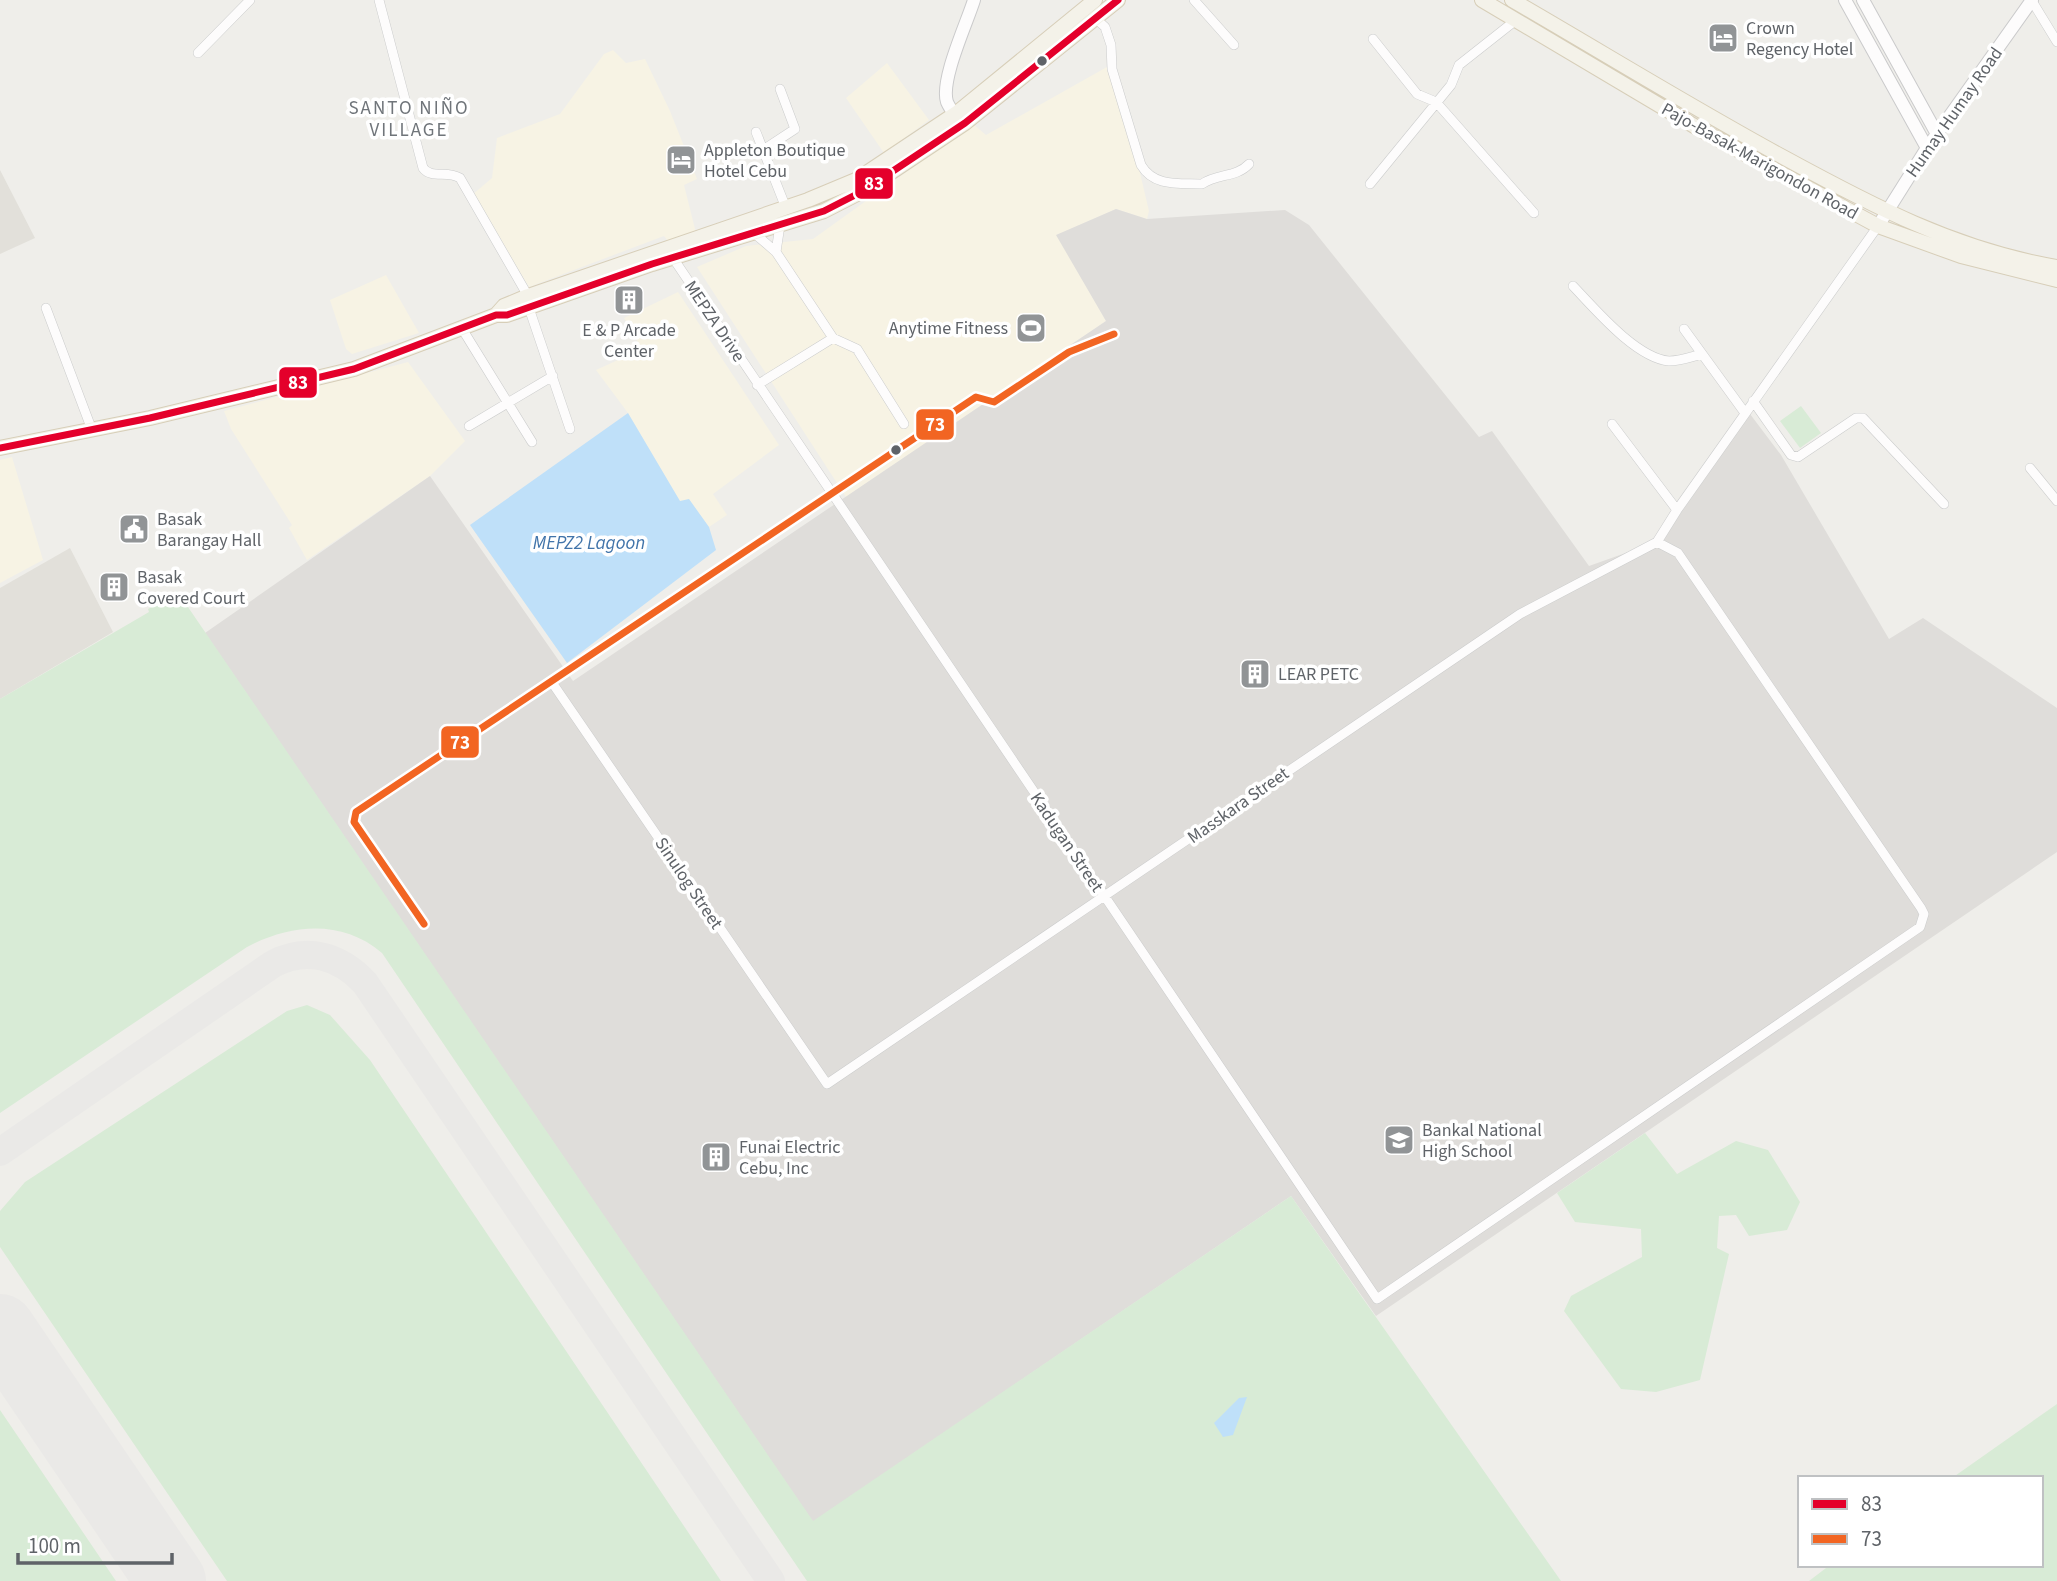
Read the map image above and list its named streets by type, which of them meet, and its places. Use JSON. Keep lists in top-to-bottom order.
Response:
{
  "streets": {
    "main road": ["Pajo-Basak-Marigondon Road"],
    "street": [
      "Humay Humay Road",
      "MEPZA Drive",
      "Masskara Street",
      "Kadugan Street",
      "Sinulog Street"
    ]
  },
  "crossings": [
    ["Humay Humay Road", "Pajo-Basak-Marigondon Road"],
    ["MEPZA Drive", "Kadugan Street"],
    ["Masskara Street", "Kadugan Street"],
    ["Masskara Street", "Sinulog Street"]
  ],
  "districts": ["SANTO NIÑO VILLAGE"],
  "water": ["MEPZ2 Lagoon"],
  "places": {
    "hotel": ["Crown Regency Hotel", "Appleton Boutique Hotel Cebu"],
    "building": [
      "E & P Arcade Center",
      "Basak Covered Court",
      "LEAR PETC",
      "Funai Electric Cebu, Inc"
    ],
    "sports": ["Anytime Fitness"],
    "public building": ["Basak Barangay Hall"],
    "school or university": ["Bankal National High School"]
  },
  "lines": ["transit line 83", "transit line 73"],
  "legend": ["83", "73"],
  "scale_bar": "100 m"
}
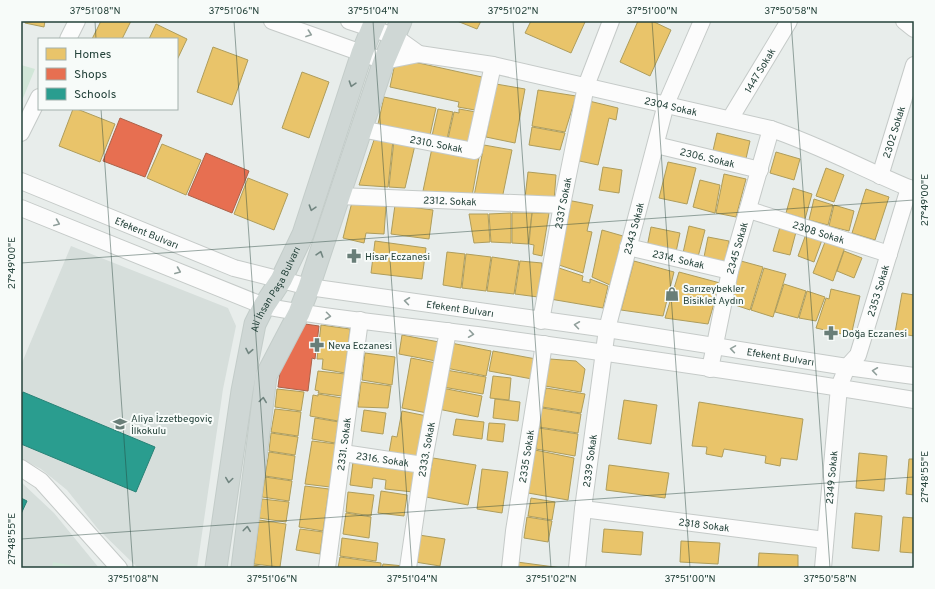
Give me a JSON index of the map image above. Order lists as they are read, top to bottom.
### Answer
{
  "streets": {
    "main road": ["Ali İhsan Paşa Bulvarı"],
    "street": [
      "1447 Sokak",
      "2304 Sokak",
      "2302 Sokak",
      "2310. Sokak",
      "2306. Sokak",
      "2312. Sokak",
      "2337 Sokak",
      "2343 Sokak",
      "2308 Sokak",
      "Efekent Bulvarı",
      "2345 Sokak",
      "2314. Sokak",
      "2353 Sokak",
      "2331. Sokak",
      "2333. Sokak",
      "2335 Sokak",
      "2316. Sokak",
      "2339 Sokak",
      "2349 Sokak",
      "2318 Sokak"
    ]
  },
  "crossings": [
    ["1447 Sokak", "2304 Sokak"],
    ["2304 Sokak", "2302 Sokak"],
    ["2304 Sokak", "2310. Sokak"],
    ["2304 Sokak", "2337 Sokak"],
    ["2304 Sokak", "2343 Sokak"],
    ["2304 Sokak", "2345 Sokak"],
    ["2304 Sokak", "2353 Sokak"],
    ["2306. Sokak", "2343 Sokak"],
    ["2306. Sokak", "2345 Sokak"],
    ["2312. Sokak", "2337 Sokak"],
    ["2337 Sokak", "Efekent Bulvarı"],
    ["2343 Sokak", "Efekent Bulvarı"],
    ["2343 Sokak", "2314. Sokak"],
    ["2343 Sokak", "2339 Sokak"],
    ["2308 Sokak", "2345 Sokak"],
    ["2308 Sokak", "2353 Sokak"],
    ["Efekent Bulvarı", "2345 Sokak"],
    ["Efekent Bulvarı", "Ali İhsan Paşa Bulvarı"],
    ["Efekent Bulvarı", "2353 Sokak"],
    ["2345 Sokak", "2314. Sokak"],
    ["2353 Sokak", "2349 Sokak"],
    ["2331. Sokak", "2316. Sokak"],
    ["2333. Sokak", "2316. Sokak"],
    ["2339 Sokak", "2318 Sokak"],
    ["2349 Sokak", "2318 Sokak"]
  ],
  "places": {
    "pharmacy": ["Hisar Eczanesi", "Doğa Eczanesi", "Neva Eczanesi"],
    "shop": ["Sarızeybekler Bisiklet Aydın"],
    "school or university": ["Aliya İzzetbegoviç İlkokulu"]
  },
  "legend": ["Homes", "Shops", "Schools"],
  "coordinates": [
    "37°51'08\"N",
    "37°51'06\"N",
    "37°51'04\"N",
    "37°51'02\"N",
    "37°51'00\"N",
    "37°50'58\"N",
    "27°49'00\"E",
    "27°48'55\"E"
  ]
}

· · · · ·

= EXERCISE INSTRUCTIONS =
Omit the images; transcribe the listing verbatim.

= EXERCISE OUTPUT =
Read the map image above and list its named streets by type, which of them meet, and its places. Use JSON. Keep lists in top-to-bottom order.
Response:
{
  "streets": {
    "main road": ["Pajo-Basak-Marigondon Road"],
    "street": [
      "Humay Humay Road",
      "MEPZA Drive",
      "Masskara Street",
      "Kadugan Street",
      "Sinulog Street"
    ]
  },
  "crossings": [
    ["Humay Humay Road", "Pajo-Basak-Marigondon Road"],
    ["MEPZA Drive", "Kadugan Street"],
    ["Masskara Street", "Kadugan Street"],
    ["Masskara Street", "Sinulog Street"]
  ],
  "districts": ["SANTO NIÑO VILLAGE"],
  "water": ["MEPZ2 Lagoon"],
  "places": {
    "hotel": ["Crown Regency Hotel", "Appleton Boutique Hotel Cebu"],
    "building": [
      "E & P Arcade Center",
      "Basak Covered Court",
      "LEAR PETC",
      "Funai Electric Cebu, Inc"
    ],
    "sports": ["Anytime Fitness"],
    "public building": ["Basak Barangay Hall"],
    "school or university": ["Bankal National High School"]
  },
  "lines": ["transit line 83", "transit line 73"],
  "legend": ["83", "73"],
  "scale_bar": "100 m"
}
Give me a JSON index of the map image above. Order lists as they are read, top to bottom.
### Answer
{
  "streets": {
    "main road": ["Ali İhsan Paşa Bulvarı"],
    "street": [
      "1447 Sokak",
      "2304 Sokak",
      "2302 Sokak",
      "2310. Sokak",
      "2306. Sokak",
      "2312. Sokak",
      "2337 Sokak",
      "2343 Sokak",
      "2308 Sokak",
      "Efekent Bulvarı",
      "2345 Sokak",
      "2314. Sokak",
      "2353 Sokak",
      "2331. Sokak",
      "2333. Sokak",
      "2335 Sokak",
      "2316. Sokak",
      "2339 Sokak",
      "2349 Sokak",
      "2318 Sokak"
    ]
  },
  "crossings": [
    ["1447 Sokak", "2304 Sokak"],
    ["2304 Sokak", "2302 Sokak"],
    ["2304 Sokak", "2310. Sokak"],
    ["2304 Sokak", "2337 Sokak"],
    ["2304 Sokak", "2343 Sokak"],
    ["2304 Sokak", "2345 Sokak"],
    ["2304 Sokak", "2353 Sokak"],
    ["2306. Sokak", "2343 Sokak"],
    ["2306. Sokak", "2345 Sokak"],
    ["2312. Sokak", "2337 Sokak"],
    ["2337 Sokak", "Efekent Bulvarı"],
    ["2343 Sokak", "Efekent Bulvarı"],
    ["2343 Sokak", "2314. Sokak"],
    ["2343 Sokak", "2339 Sokak"],
    ["2308 Sokak", "2345 Sokak"],
    ["2308 Sokak", "2353 Sokak"],
    ["Efekent Bulvarı", "2345 Sokak"],
    ["Efekent Bulvarı", "Ali İhsan Paşa Bulvarı"],
    ["Efekent Bulvarı", "2353 Sokak"],
    ["2345 Sokak", "2314. Sokak"],
    ["2353 Sokak", "2349 Sokak"],
    ["2331. Sokak", "2316. Sokak"],
    ["2333. Sokak", "2316. Sokak"],
    ["2339 Sokak", "2318 Sokak"],
    ["2349 Sokak", "2318 Sokak"]
  ],
  "places": {
    "pharmacy": ["Hisar Eczanesi", "Doğa Eczanesi", "Neva Eczanesi"],
    "shop": ["Sarızeybekler Bisiklet Aydın"],
    "school or university": ["Aliya İzzetbegoviç İlkokulu"]
  },
  "legend": ["Homes", "Shops", "Schools"],
  "coordinates": [
    "37°51'08\"N",
    "37°51'06\"N",
    "37°51'04\"N",
    "37°51'02\"N",
    "37°51'00\"N",
    "37°50'58\"N",
    "27°49'00\"E",
    "27°48'55\"E"
  ]
}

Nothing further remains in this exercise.